Below are records to write out exactly; drop the pictures when you do.

Collected data ->
- - -

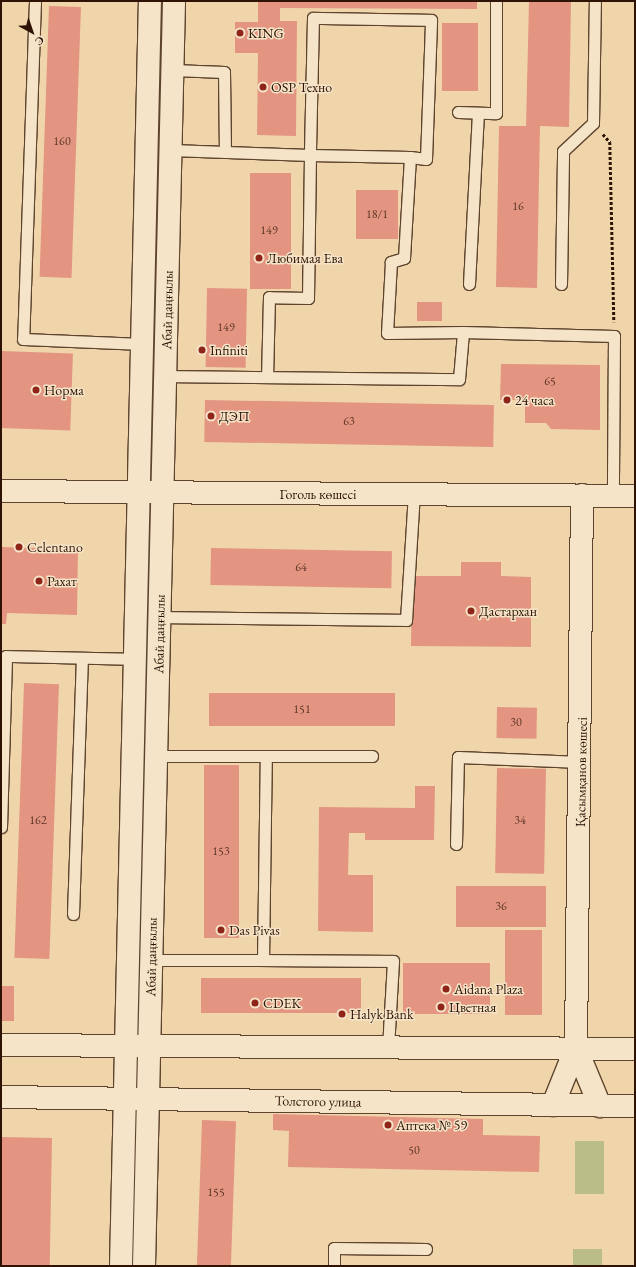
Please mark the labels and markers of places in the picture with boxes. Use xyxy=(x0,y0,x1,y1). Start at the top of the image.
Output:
place label: KING xyxy=(248,25,284,41)
marker: KING xyxy=(235,28,245,38)
place label: OSP Техно xyxy=(271,79,332,95)
marker: OSP Техно xyxy=(258,82,268,92)
place label: Любимая Ева xyxy=(267,250,343,266)
marker: Любимая Ева xyxy=(254,253,264,263)
place label: Infiniti xyxy=(210,342,248,358)
marker: Infiniti xyxy=(197,345,207,355)
place label: Норма xyxy=(44,382,84,398)
marker: Норма xyxy=(31,385,41,395)
place label: 24 часа xyxy=(515,392,554,408)
marker: 24 часа xyxy=(502,395,512,405)
place label: ДЭП xyxy=(219,408,250,424)
marker: ДЭП xyxy=(206,411,216,421)
place label: Celentano xyxy=(27,539,83,555)
marker: Celentano xyxy=(14,542,24,552)
place label: Рахат xyxy=(47,573,77,589)
marker: Рахат xyxy=(34,576,44,586)
place label: Дастархан xyxy=(479,603,537,619)
marker: Дастархан xyxy=(466,606,476,616)
place label: Das Pivas xyxy=(229,922,280,938)
marker: Das Pivas xyxy=(216,925,226,935)
place label: Aidana Plaza xyxy=(454,981,523,997)
marker: Aidana Plaza xyxy=(441,984,451,994)
place label: CDEK xyxy=(263,995,301,1011)
marker: CDEK xyxy=(250,998,260,1008)
place label: Цветная xyxy=(449,999,496,1015)
marker: Цветная xyxy=(436,1002,446,1012)
place label: Halyk Bank xyxy=(350,1006,414,1022)
marker: Halyk Bank xyxy=(337,1009,347,1019)
place label: Аптека № 59 xyxy=(396,1117,467,1133)
marker: Аптека № 59 xyxy=(383,1120,393,1130)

- - -

OUTPUT BELOW ->
Please mark the labels and markers of places in the picture with boxes. Use xyxy=(x0,y0,x1,y1). Start at the top of the image.
Output:
place label: KING xyxy=(248,25,284,41)
marker: KING xyxy=(235,28,245,38)
place label: OSP Техно xyxy=(271,79,332,95)
marker: OSP Техно xyxy=(258,82,268,92)
place label: Любимая Ева xyxy=(267,250,343,266)
marker: Любимая Ева xyxy=(254,253,264,263)
place label: Infiniti xyxy=(210,342,248,358)
marker: Infiniti xyxy=(197,345,207,355)
place label: Норма xyxy=(44,382,84,398)
marker: Норма xyxy=(31,385,41,395)
place label: 24 часа xyxy=(515,392,554,408)
marker: 24 часа xyxy=(502,395,512,405)
place label: ДЭП xyxy=(219,408,250,424)
marker: ДЭП xyxy=(206,411,216,421)
place label: Celentano xyxy=(27,539,83,555)
marker: Celentano xyxy=(14,542,24,552)
place label: Рахат xyxy=(47,573,77,589)
marker: Рахат xyxy=(34,576,44,586)
place label: Дастархан xyxy=(479,603,537,619)
marker: Дастархан xyxy=(466,606,476,616)
place label: Das Pivas xyxy=(229,922,280,938)
marker: Das Pivas xyxy=(216,925,226,935)
place label: Aidana Plaza xyxy=(454,981,523,997)
marker: Aidana Plaza xyxy=(441,984,451,994)
place label: CDEK xyxy=(263,995,301,1011)
marker: CDEK xyxy=(250,998,260,1008)
place label: Цветная xyxy=(449,999,496,1015)
marker: Цветная xyxy=(436,1002,446,1012)
place label: Halyk Bank xyxy=(350,1006,414,1022)
marker: Halyk Bank xyxy=(337,1009,347,1019)
place label: Аптека № 59 xyxy=(396,1117,467,1133)
marker: Аптека № 59 xyxy=(383,1120,393,1130)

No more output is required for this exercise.